2_optimize_starting_tree: The starting tree from the previous folder is optimized with various methods, and the best tree is chosen as the "ground truth" over which to simulate sequences (in folder 4_simulated_data_experiments)

3_real_data_experiments: This folder contains scripts and results of tree inference methods on real SARS-CoV-2 data. Each method is compared by log likelihood.

4_simulated_data_experiments: Scripts and results of inference methods on simulated SARS-CoV-2 data.
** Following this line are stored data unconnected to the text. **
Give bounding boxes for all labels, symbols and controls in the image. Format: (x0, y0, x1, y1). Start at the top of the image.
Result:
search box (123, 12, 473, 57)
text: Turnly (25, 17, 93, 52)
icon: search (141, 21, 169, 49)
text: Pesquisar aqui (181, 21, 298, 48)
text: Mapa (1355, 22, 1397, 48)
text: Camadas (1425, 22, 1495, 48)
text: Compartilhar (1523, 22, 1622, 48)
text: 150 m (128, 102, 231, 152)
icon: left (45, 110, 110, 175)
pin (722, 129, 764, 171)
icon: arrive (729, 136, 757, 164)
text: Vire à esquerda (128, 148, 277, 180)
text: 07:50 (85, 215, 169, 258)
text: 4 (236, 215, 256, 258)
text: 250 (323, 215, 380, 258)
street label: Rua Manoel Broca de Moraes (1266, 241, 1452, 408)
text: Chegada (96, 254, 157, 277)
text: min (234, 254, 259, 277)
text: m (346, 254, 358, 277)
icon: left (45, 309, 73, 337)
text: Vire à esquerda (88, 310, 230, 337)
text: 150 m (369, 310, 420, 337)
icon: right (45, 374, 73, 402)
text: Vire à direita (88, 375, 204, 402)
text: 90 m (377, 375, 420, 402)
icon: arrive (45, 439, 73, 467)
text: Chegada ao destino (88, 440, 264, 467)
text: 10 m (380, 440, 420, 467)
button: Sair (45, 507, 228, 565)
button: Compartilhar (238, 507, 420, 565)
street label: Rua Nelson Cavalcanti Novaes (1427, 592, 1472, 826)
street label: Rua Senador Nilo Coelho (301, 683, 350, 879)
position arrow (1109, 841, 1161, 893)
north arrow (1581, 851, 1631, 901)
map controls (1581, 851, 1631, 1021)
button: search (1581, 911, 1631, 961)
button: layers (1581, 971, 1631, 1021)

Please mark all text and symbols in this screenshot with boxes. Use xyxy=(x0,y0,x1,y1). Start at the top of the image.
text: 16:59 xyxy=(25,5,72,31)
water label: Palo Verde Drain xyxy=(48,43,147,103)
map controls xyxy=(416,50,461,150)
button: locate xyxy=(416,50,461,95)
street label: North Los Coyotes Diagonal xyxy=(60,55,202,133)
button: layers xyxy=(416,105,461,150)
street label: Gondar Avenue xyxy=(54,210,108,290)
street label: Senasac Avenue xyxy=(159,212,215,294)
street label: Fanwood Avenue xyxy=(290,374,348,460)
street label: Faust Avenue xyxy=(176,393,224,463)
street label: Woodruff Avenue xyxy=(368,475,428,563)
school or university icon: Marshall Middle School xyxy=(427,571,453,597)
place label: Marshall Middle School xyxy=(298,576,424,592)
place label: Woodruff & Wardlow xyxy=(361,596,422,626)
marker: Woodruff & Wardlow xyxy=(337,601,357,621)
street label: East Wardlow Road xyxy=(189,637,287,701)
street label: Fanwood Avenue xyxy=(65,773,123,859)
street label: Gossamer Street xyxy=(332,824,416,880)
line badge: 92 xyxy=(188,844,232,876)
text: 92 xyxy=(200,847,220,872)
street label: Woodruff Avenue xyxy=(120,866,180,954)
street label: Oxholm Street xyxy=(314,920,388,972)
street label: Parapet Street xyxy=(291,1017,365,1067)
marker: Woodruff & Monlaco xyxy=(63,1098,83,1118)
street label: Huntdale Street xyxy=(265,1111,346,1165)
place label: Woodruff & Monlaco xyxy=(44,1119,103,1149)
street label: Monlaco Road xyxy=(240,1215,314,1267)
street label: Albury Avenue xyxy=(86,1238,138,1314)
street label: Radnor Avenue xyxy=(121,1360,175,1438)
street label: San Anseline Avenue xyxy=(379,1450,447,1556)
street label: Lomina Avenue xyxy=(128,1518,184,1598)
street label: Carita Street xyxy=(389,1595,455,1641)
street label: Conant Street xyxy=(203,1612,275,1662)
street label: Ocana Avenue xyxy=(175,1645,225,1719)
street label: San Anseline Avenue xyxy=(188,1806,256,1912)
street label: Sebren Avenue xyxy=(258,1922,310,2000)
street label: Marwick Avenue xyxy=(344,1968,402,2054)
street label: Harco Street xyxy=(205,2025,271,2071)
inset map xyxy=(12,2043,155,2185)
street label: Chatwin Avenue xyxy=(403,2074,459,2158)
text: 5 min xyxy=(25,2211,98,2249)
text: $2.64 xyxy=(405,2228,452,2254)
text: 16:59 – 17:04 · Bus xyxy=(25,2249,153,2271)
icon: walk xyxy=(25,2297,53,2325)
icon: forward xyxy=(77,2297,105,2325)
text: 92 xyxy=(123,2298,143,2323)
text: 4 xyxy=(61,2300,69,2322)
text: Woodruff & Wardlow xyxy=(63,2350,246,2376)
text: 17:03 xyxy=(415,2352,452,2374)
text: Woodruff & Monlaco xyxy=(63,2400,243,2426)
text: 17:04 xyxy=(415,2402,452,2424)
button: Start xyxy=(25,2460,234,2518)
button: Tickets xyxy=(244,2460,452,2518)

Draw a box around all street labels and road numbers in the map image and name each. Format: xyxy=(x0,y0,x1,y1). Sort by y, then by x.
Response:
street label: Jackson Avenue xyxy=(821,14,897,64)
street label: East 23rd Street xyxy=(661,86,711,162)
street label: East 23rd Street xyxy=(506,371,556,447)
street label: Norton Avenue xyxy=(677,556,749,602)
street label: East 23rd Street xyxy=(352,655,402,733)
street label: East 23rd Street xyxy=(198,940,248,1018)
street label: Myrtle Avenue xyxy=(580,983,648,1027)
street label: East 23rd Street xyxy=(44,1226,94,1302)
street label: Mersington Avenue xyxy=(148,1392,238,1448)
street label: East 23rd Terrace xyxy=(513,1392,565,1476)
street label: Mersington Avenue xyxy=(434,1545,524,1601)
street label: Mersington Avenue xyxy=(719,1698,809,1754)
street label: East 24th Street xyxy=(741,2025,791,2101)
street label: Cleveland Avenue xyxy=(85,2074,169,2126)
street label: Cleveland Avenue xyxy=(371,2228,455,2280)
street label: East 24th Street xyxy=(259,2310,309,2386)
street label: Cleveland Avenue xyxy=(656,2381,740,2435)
Comparisons between methods are done by computing tree distances to a ground truth phylogeny.


Dependencies

The scripts in this repository use the following programs:

  • Python 3
  • The UShER suite (UShER, matOptimize, matUtils)
  • FastTree 2
  • IQ-TREE 2
  • RAxML-NG
  • TreeCmp

Most of the above can be installed with Conda:

# Create and activate a new environment
conda create -n parsimony
conda activate parsimony

# Set up channels
conda config --add channels defaults
conda config --add channels bioconda
conda config --add channels conda-forge

# Install packages (versions are those used in our experiments except where stated otherwise)
conda install usher=0.4.8
conda install raxml-ng=1.1.0

For IQ-TREE 2, download version 2.1.3 Linux multicore edition:

wget https://github.com/iqtree/iqtree2/releases/download/v2.1.3/iqtree-2.1.3-Linux.tar.gz

For FastTree 2, install the double-precision executable:

wget http://www.microbesonline.org/fasttree/FastTreeDbl

For TreeCmp, follow the instructions at https://github.com/TreeCmp/TreeCmp

For more details on the UShER suite, see the wiki.